UPDATED Dec. 8, 2016, with background, comment from Medtronic.
Chinese anti-trust regulators dinged MDT for more than $17 million for price fixing with its cardiovascular and diabetes devices.
The ¥118.5 million fine levied by China’s National Development & Reform Commission on Medtronic (Shanghai) Management Co. stemmed from an investigation into the company’s dealings with local distributors. Medtronic sought to monopolize those markets by fixing prices and setting lower limits on resale prices to hospitals.
Medtronic’s sales in Greater China grew 5% to $1.50 billion during fiscal 2016. Last year, CEO Omar Ishrak said the company wanted to expand its presence in China’s “value products” market for low-cost medical devices.
“We’re completely bullish on China. It’s a numbers game. This will be the largest market and it’s not a debate. It’s a matter of when,” Ishrak said. “This is 1 of the few countries in the world where the local market potential itself and the volume it can generate will justify itself.”
The NDRC fine amounts to 4% of 2015 sales of the devices involved in the case, according to the Xinhua news agency, which reported that it’s the 1st price-fixing case involving a medical device maker investigated by Chinese anti-monopoly regulators.

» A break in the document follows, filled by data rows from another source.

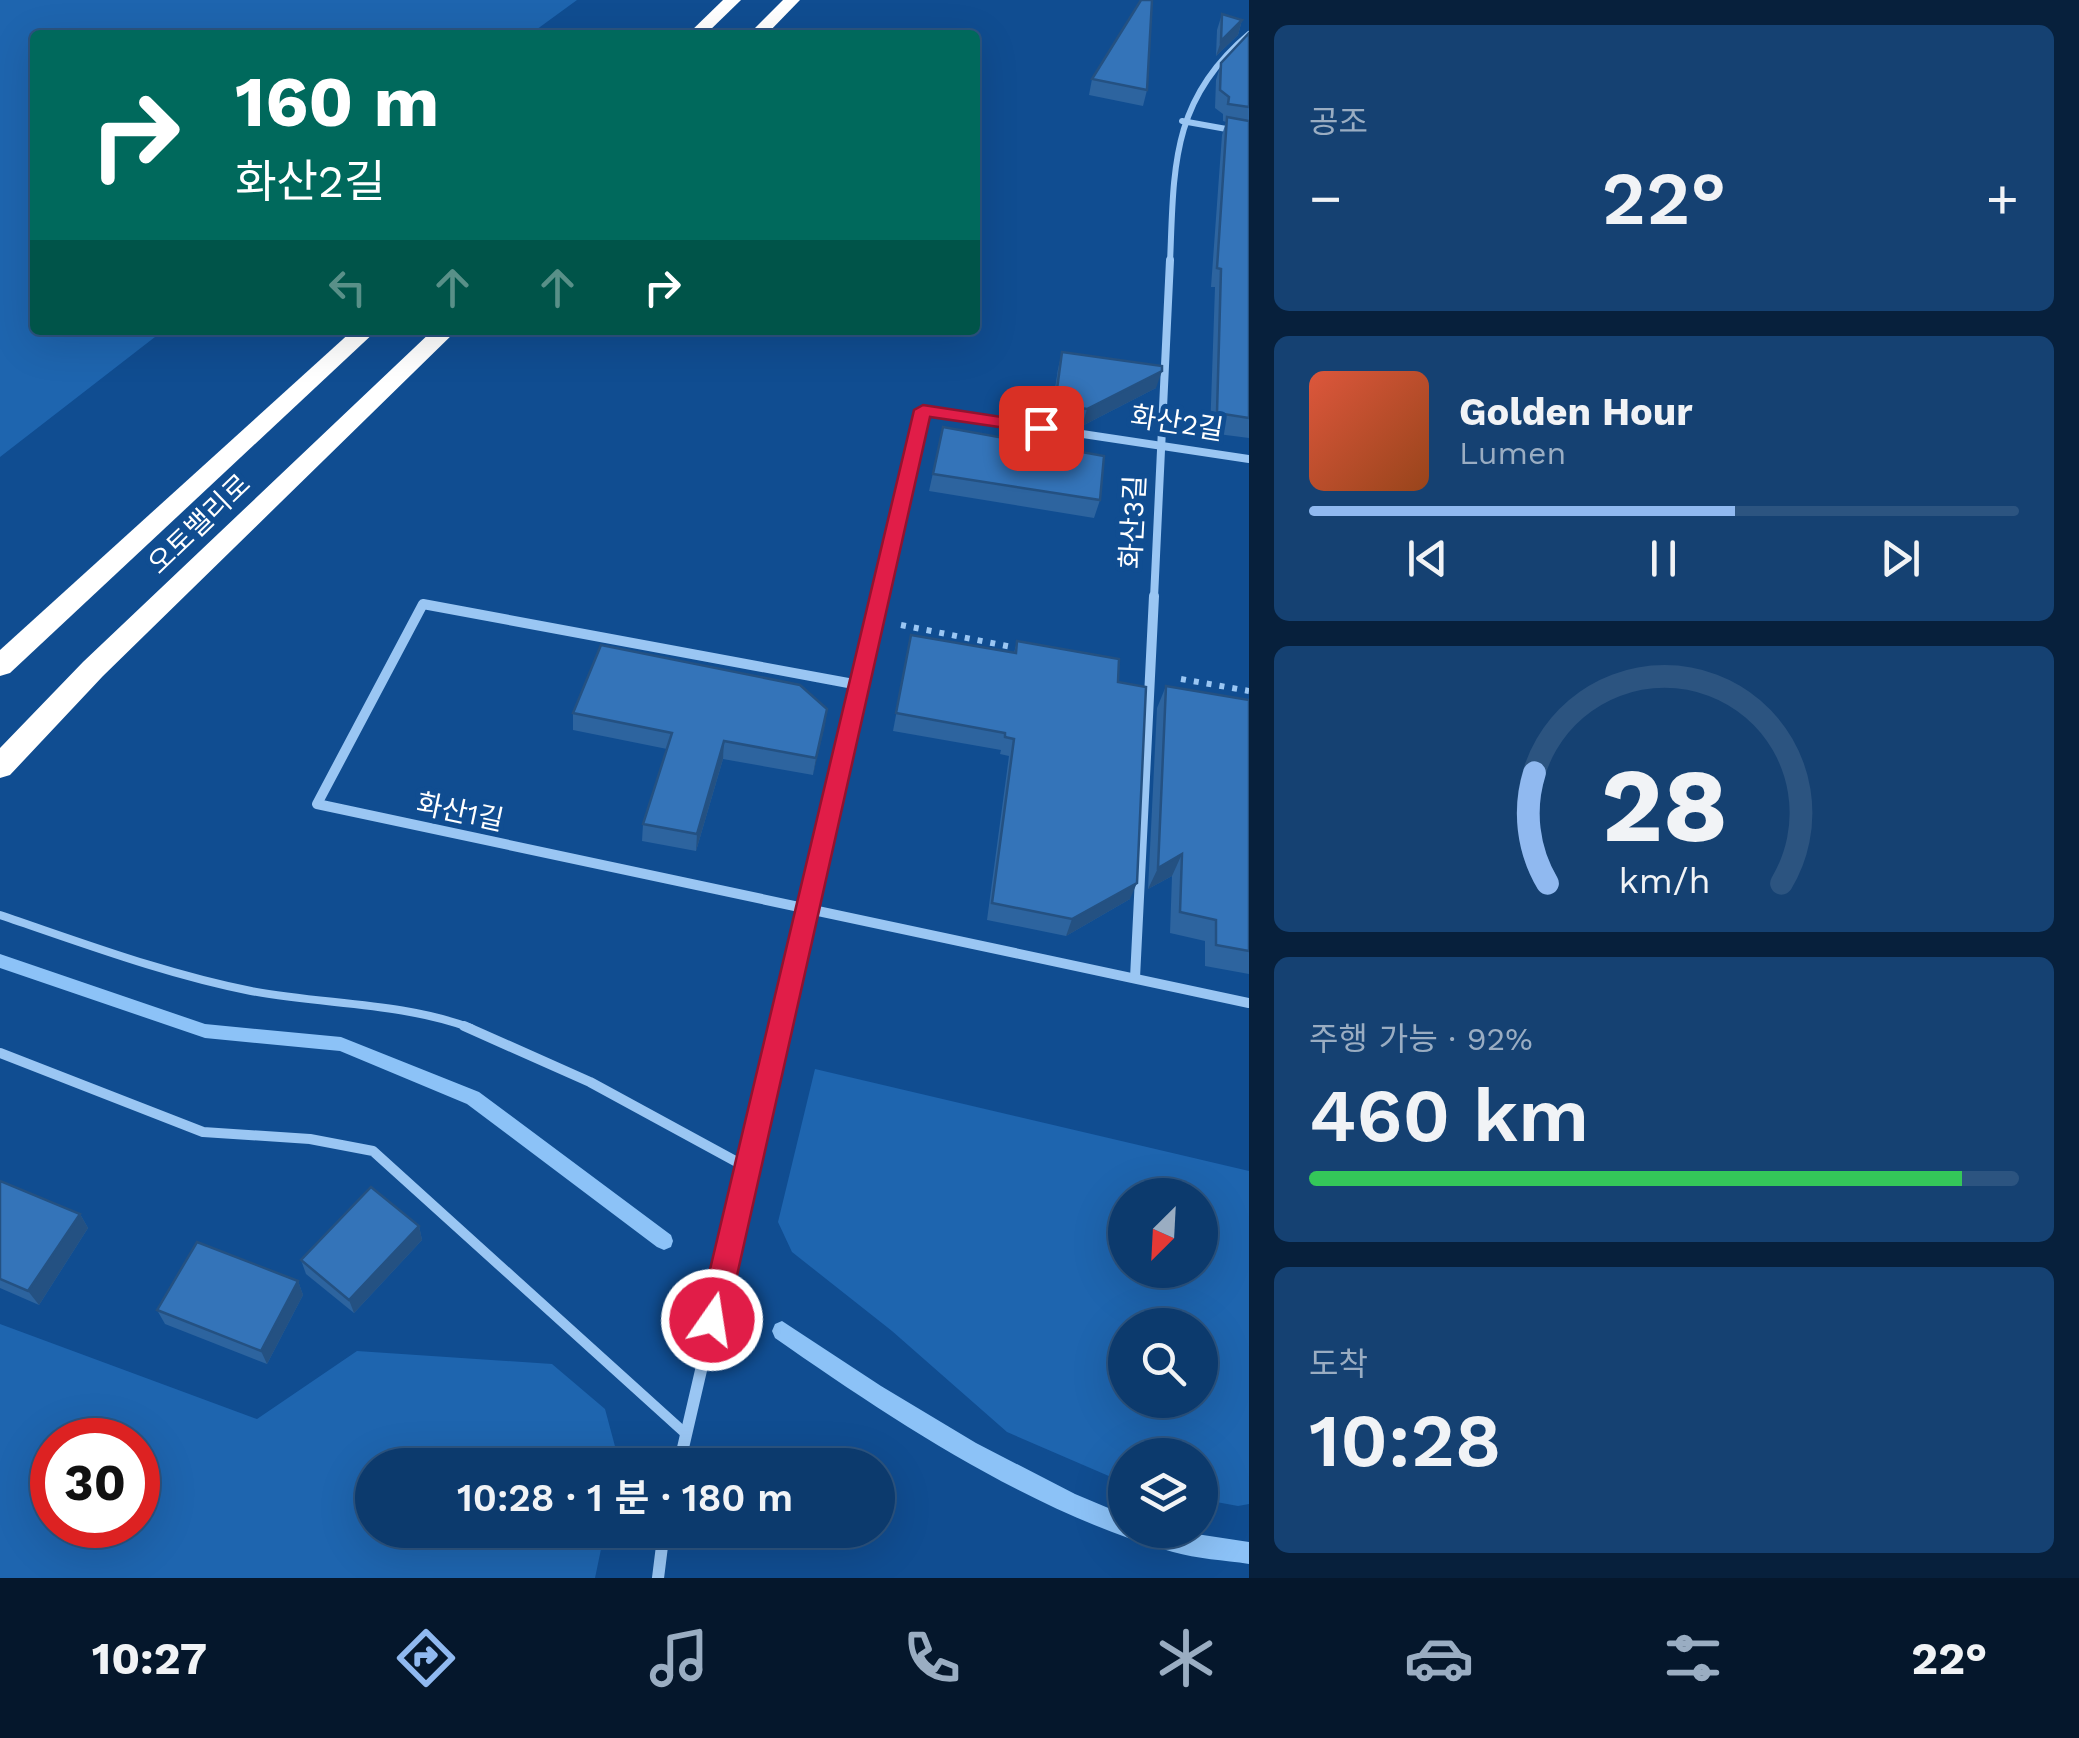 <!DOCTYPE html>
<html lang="ko">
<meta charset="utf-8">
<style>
body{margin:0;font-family:"Work Sans","Noto Sans KR",sans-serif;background:#154172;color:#f1f3f6;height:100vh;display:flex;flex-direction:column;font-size:38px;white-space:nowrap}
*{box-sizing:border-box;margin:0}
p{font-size:32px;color:#9aadc2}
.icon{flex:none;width:55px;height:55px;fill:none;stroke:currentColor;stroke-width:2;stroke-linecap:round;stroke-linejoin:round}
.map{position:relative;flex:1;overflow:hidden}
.details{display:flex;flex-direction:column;gap:25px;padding:25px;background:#07203c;width:830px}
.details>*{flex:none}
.guide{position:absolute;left:30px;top:30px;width:950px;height:305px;border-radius:10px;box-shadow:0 10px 40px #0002,0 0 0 2px #2c5480;background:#00695c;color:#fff;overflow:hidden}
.needle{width:65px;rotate:204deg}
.fabs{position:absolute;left:1108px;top:1178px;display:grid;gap:20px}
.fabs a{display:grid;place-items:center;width:110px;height:110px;border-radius:50%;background:#0c3a6d;box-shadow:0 10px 40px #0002,0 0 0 2px #2c5480;font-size:50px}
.speed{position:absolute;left:30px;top:1418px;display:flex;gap:20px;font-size:50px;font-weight:700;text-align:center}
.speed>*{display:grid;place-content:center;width:130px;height:130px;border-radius:50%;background:#0c3a6d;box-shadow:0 10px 40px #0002,0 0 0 2px #2c5480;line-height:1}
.speed .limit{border:15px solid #d22;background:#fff;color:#111}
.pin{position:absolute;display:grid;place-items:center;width:85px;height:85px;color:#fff;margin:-42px;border-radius:20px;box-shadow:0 5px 15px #0006}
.me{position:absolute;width:110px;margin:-55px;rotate:13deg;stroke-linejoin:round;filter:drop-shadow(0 0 8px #0008)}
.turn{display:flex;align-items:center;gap:35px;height:210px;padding:0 40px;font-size:45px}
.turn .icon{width:130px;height:130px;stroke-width:2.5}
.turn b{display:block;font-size:70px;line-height:85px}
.lanes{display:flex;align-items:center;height:95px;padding:0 40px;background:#0003;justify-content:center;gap:50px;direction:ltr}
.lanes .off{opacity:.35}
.big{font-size:75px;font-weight:600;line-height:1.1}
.details .card{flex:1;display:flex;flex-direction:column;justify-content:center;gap:15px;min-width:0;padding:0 35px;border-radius:15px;background:#154172}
.details .dial{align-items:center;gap:0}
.dial svg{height:260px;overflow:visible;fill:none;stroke:#2c5480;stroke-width:7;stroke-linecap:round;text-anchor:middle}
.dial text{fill:#f1f3f6;stroke:none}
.song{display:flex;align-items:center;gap:30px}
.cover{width:120px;height:120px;border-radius:15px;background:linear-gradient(135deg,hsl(10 70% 55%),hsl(20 70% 35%))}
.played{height:10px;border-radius:5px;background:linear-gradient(90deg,#90b9f0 60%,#2c5480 60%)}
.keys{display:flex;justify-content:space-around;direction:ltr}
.heat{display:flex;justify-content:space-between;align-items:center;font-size:55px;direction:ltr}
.charge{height:15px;border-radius:8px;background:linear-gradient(90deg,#34c759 92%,#2c5480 0)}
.trip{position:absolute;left:355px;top:1448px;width:540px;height:100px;border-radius:50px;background:#0c3a6d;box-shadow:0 10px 40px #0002,0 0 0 2px #2c5480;font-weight:600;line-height:100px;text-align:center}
.tab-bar{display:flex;height:160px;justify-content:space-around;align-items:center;background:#05172c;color:#9aadc2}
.tab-bar .icon{width:70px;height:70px}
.tab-bar .selected{color:#90b9f0}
.tab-bar b{font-size:45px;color:#f1f3f6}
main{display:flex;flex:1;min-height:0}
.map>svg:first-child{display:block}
.green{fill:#1e65af;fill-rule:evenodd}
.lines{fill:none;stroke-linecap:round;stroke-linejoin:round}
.stream{fill:#8cc2f7;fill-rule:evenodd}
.path{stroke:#9ac6f3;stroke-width:6;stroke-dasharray:5 8;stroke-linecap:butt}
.lane-far1{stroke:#9ac6f3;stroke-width:8}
.lane{stroke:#9ac6f3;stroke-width:10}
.street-far3{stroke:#9ac6f3;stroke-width:6}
.street-far2{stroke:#9ac6f3;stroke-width:8}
.street-far1{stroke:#9ac6f3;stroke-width:10}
.street{stroke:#9ac6f3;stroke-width:12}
.highway{fill:#fff;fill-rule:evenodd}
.wall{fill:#2d649f}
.shaded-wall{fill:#245182}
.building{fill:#3474b9;stroke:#245182;stroke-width:2.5}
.route{fill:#e11d48;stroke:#92132f;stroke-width:2.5}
.labels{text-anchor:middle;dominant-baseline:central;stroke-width:10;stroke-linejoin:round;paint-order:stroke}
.street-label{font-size:28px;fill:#fff;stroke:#104d91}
</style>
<main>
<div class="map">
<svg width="1249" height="1578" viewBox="0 0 1249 1578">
<rect width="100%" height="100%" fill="#104d91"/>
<g class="green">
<polygon points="0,0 577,0 529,35 35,35 35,330 164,330 0,457"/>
<path d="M 815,1069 L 1249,1171 L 1249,1504 L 1238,1506 L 1200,1499 L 1200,1455 L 1125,1455 L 1125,1483 L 1007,1432 L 892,1331 L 792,1252 L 778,1222 ZM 1125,1195 L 1200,1195 L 1200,1270 L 1125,1270 ZM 1125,1325 L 1200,1325 L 1200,1400 L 1125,1400 Z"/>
<path d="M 0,1324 L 257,1419 L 357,1351 L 552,1364 L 605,1409 L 620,1465 L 372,1465 L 372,1530 L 605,1530 L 595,1578 L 0,1578 ZM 52,1440 L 138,1440 L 138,1525 L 52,1525 Z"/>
</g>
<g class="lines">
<g class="stream">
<polygon points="0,954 205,1024 341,1037 479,1092 671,1235 673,1241 671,1247 664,1250 657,1247 467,1104 340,1051 205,1038 0,968"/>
<path d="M 782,1321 L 881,1386 L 976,1443 L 1075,1494 L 1125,1515 L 1125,1530 L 1170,1530 L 1249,1542 L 1249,1564 C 1224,1560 1197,1559 1173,1552 C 1034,1514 894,1421 775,1338 L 772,1331 L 775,1324 Z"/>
</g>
<g class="path">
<polyline points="901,625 1022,649"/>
<polyline points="1181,679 1249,691"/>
</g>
<path class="lane-far1" d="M 0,915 C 83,943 165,974 251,991 C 326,1005 399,1002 471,1028"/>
<g class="lane">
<polyline points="464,1026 590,1082 748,1168"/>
<polyline points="0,1053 203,1132 310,1139 373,1151 686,1434"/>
</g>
<g class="street-far3">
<polyline points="1182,121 1249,133"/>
<path d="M 1170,263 C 1174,169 1170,100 1249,34"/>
</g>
<g class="street-far2">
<polyline points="879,598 923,410 1249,459"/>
<polyline points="1154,598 1170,260"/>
</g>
<g class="street-far1">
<polyline points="859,685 423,604 317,804 1249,1003"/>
<polyline points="1135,978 1154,596"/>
<polyline points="780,1028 880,596"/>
</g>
<g class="street">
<polyline points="679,1465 781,1026"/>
<polyline points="658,1578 664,1530"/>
</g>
<g class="highway">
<polygon points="723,0 741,0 705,35 687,35"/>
<polygon points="783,0 800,0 766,35 748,35"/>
<polygon points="353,330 377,330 10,673 0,676 0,650"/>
<polygon points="433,330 457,330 103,676 10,775 0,778 0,748 83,662"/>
</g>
</g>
<g class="wall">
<polygon points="1222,14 1242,20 1238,35 1216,56 1217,30"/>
<polygon points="1249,33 1249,438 1210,433 1215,287 1211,287 1222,135 1226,122 1223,121 1223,114 1215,108 1216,80 1221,63"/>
<polygon points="1092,79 1147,90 1143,106 1089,95"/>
<polygon points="1062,352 1156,388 1082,426 1050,422 1058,369"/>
<polygon points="943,427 1100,500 1094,518 929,491"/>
<polygon points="911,635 1014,653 1017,641 1118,682 1130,899 1066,936 987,920 1009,756 1000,754 1001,750 893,731"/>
<polygon points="1166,686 1249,700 1249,974 1205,966 1205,941 1170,933 1172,876 1148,889 1157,708"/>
<polygon points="827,709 813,775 723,759 696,851 642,841 643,824 667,749 573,730 573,713"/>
<polygon points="0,1181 80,1214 88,1228 39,1305 0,1288"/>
<polygon points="419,1226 422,1240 354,1313 306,1274 301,1260"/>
<polygon points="298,1281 303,1295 267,1364 165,1324 157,1310"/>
</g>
<g class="shaded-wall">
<polygon points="1242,20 1238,35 1216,56 1221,41"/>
<polygon points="1162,371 1156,388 1082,426 1087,409"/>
<polygon points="827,709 825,726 813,775 816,758"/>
<polygon points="724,741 723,759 696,851 697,834"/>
<polygon points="1182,854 1172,876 1148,889 1158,868"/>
<polygon points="1137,883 1130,899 1066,936 1072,919"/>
<polygon points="80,1214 88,1228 39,1305 28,1291"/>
<polygon points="419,1226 422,1240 354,1313 349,1300"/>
<polygon points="298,1281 303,1295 267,1364 261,1351"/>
</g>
<g class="building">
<polygon points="1141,0 1152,0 1147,90 1092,79"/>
<polygon points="1222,14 1242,20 1221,41"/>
<polygon points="1249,33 1249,107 1228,104 1229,97 1220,90 1221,63"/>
<polygon points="1227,117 1249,121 1249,418 1217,413 1221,269 1217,268"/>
<polygon points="1062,352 1162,366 1162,371 1087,409 1055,404"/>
<polygon points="943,427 1104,456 1100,500 933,474"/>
<polygon points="911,635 1016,653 1017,641 1119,659 1118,682 1146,687 1137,883 1072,919 992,903 1014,739 1005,737 1005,733 896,713"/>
<polygon points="601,645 800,685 827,709 816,758 724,741 697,834 643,824 672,733 573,713"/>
<polygon points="1166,686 1249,700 1249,951 1216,945 1216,920 1180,912 1182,854 1158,868"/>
<polygon points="0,1181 80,1214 28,1291 0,1279"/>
<polygon points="371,1187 419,1226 349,1300 301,1260"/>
<polygon points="197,1242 298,1281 261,1351 157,1310"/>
</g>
<polygon class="route" points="923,405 1041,423 1050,428 1041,433 930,417 727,1320 723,1330 712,1335 702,1330 698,1320 914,410"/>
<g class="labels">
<g class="street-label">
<text transform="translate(1177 423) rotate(9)">화산2길</text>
<text transform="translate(1133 522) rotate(-87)">화산3길</text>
<text transform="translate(199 524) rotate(-44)">오토밸리로</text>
<text transform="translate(460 812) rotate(12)">화산1길</text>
</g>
</g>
</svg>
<div class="fabs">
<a><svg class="needle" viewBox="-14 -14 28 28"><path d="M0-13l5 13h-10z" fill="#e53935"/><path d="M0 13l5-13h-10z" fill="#9aadc2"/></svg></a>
<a><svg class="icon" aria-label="search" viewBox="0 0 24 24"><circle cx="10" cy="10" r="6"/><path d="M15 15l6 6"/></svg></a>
<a><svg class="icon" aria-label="layers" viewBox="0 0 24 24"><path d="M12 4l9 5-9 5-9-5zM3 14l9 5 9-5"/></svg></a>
</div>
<div class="speed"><div class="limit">30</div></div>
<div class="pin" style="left:1041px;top:428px;background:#d93025"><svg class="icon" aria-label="arrive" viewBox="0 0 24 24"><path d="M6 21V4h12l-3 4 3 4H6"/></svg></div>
<svg class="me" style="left:712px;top:1320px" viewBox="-20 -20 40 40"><circle r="17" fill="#e11d48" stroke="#fff" stroke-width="3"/><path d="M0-11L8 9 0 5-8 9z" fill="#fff"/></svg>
<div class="trip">10:28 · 1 분 · 180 m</div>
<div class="guide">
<div class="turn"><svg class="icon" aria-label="right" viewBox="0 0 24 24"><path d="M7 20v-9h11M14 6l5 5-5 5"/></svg><div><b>160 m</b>화산2길</div></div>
<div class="lanes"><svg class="icon off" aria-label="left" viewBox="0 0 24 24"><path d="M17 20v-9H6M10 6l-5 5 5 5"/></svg><svg class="icon off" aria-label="ahead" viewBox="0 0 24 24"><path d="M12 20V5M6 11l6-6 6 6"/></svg><svg class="icon off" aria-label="ahead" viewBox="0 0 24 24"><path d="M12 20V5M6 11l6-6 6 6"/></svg><svg class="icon" aria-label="right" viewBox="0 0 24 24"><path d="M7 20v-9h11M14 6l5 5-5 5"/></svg></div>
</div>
</div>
<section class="details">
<div class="card"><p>공조</p>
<div class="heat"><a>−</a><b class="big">22°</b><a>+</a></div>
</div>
<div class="card">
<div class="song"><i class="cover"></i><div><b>Golden Hour</b><p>Lumen</p></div></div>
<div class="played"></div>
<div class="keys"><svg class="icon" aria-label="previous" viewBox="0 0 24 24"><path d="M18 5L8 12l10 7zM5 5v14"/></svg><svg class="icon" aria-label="pause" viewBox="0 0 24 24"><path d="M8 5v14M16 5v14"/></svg><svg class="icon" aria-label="next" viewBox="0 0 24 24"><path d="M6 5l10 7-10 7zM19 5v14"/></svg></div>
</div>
<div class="card dial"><svg viewBox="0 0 100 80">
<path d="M14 69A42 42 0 1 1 86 69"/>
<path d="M14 69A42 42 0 0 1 10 35" stroke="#90b9f0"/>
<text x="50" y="56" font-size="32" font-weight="700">28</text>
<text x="50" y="72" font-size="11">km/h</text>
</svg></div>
<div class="card"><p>주행 가능 · 92%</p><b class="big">460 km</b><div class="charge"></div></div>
<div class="card"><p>도착</p><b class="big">10:28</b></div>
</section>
</main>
<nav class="tab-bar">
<b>10:27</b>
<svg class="icon selected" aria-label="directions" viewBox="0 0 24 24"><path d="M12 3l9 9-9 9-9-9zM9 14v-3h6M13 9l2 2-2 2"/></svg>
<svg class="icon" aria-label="music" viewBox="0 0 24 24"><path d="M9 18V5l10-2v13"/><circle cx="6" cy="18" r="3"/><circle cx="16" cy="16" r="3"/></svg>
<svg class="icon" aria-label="phone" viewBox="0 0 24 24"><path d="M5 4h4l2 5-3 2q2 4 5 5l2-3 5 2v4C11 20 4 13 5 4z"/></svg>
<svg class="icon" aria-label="climate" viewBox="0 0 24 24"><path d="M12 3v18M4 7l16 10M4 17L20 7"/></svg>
<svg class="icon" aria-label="car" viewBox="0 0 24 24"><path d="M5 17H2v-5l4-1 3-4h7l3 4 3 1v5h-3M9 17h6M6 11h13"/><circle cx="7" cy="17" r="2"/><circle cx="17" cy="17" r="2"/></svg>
<svg class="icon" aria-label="filters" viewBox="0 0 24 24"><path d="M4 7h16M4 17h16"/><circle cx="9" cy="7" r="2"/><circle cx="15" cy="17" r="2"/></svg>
<b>22°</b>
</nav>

“Chinese consumers welcome advanced medical devices from foreign companies, but we are against market monopoly that destroys fair competition. We will track the company’s corrective measures,” NDRC spokesman Zhang Handong said, according to the report.
A Medtronic spokesman confirmed the investigation and said it accepts the NDRC’s decision.
“We are absolutely committed to ensuring that we are in full compliance with local laws and regulations,” he said via email.
China began going after medical device makers in 2013, after granting Johnson & Johnson (NYSE:JNJ) the dubious distinction of being the 1st Fortune 500 company to be fined for price fixing there. The healthcare giant was fined ¥530,000 (about $86,456) by the Shanghai High People’s Court to compensate a former Chinese distributor, Rainbow Medical, in August 2013.
The People’s Republic fined a bevy of medtech firms the next year for working together to fix prices and squeeze out smaller competitors. But late that year China agreed to allow U.S. medical devices and medicines into local markets more quickly and open up its anti-trust procedures after bilateral trade talks.
Foreign firms from the U.S., Japan and Europe still dominate China’s medical devices market, although the country has said it wants to create domestic champions in the sector.
($1 =¥6.8904)
Material from Reuters was used in this report.